Reading Dreaming Iris was a dismal experience. I would judge the book's many failings to include: shallow, stereotypical and unconvincing characters for whom one cares very little; a central theme about unrequited love which is often returned to but never satisfactorily explored; poor control of the first person voice revealing thoughts and motives that could not be known; lack of a sense of period - or indeed of a sense of reality when a whip is produced at one point; a style which is all `tell' and no `show'; a plethora of detail (Catholicism, the layout of Sweynesend, murky goings-on in America, a large cast list of friends and family ...) which is draped onto the story but leads nowhere.
There's more but life is short.
I can't reconcile my view of the book with any of the glowing reviews in national publications which I came across before and after reading it. I begin to wonder if some of them are hasty affairs supplied by 'friends of the author'.
For instance, the Spectator's reviewer writes "By the time the story gets under weigh ...". Not very impressive spelling.

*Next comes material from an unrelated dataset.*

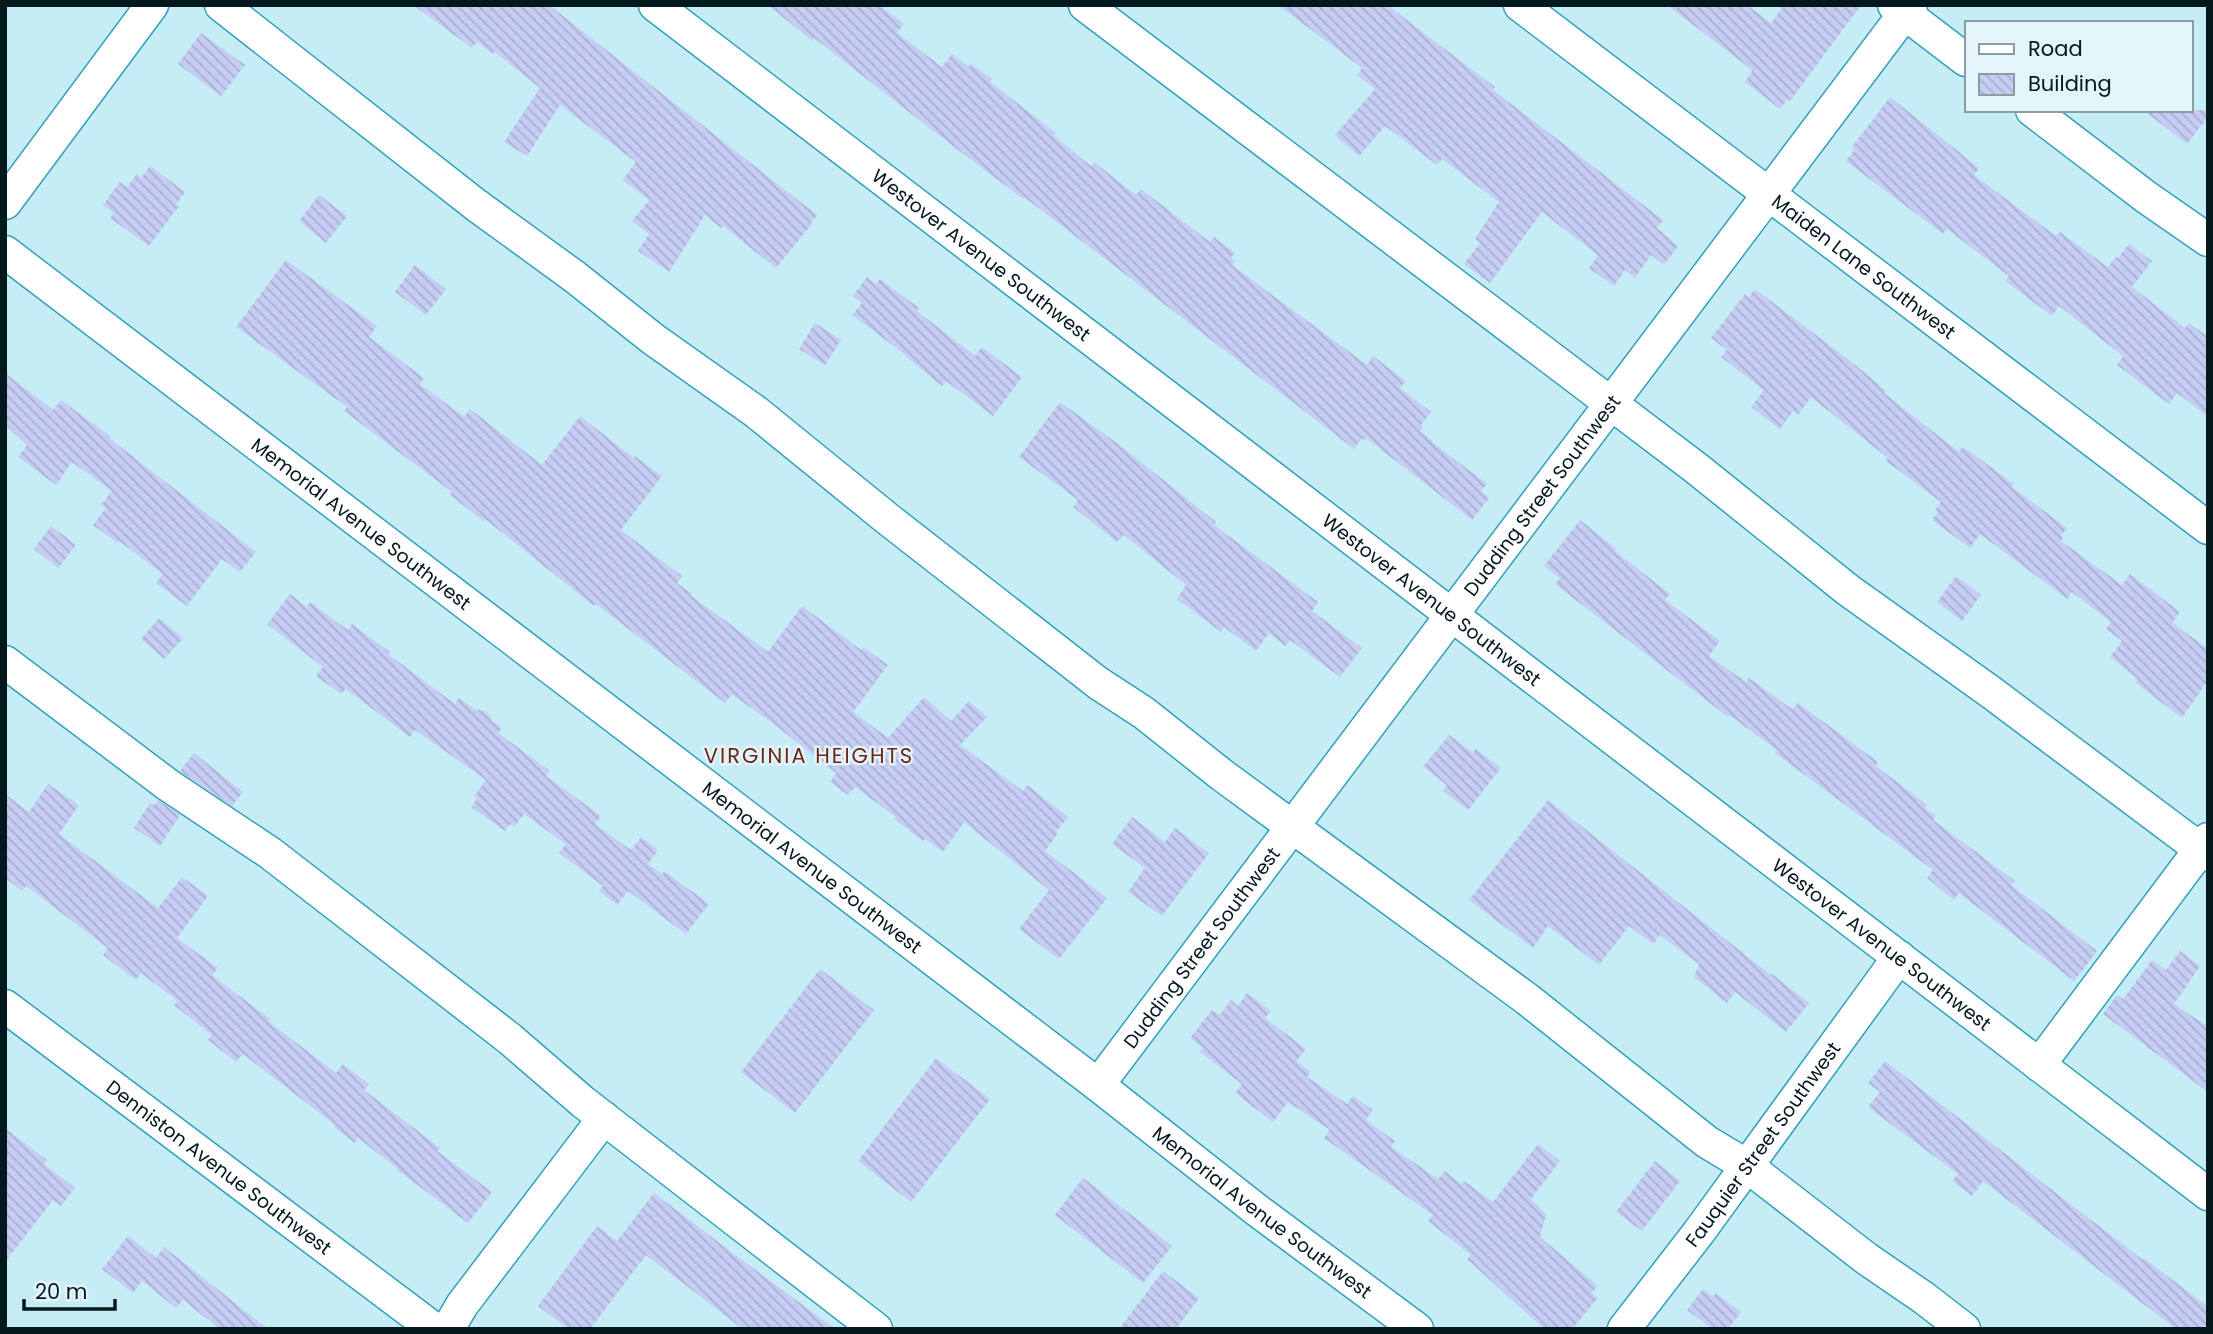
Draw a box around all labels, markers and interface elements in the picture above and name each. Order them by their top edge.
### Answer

And the reviewer in the Independent writes "Occasionally you read a novel by an author who you know instinctively loves books; someone who has read widely and lovingly, and cares so much for every word he or she commits to paper that the end result will never leave you." Is it instinct? Or is it the fact that the author of Dreaming Iris is known to run a much respected independent bookshop in London?
The common approach in the reviews I saw was to provide an extended outline of the plot in order - I guess - to leave far less space to try and justify why Dreaming Iris is a masterpiece.
Do I seem cheated and a little angry? I am. The book was drivel.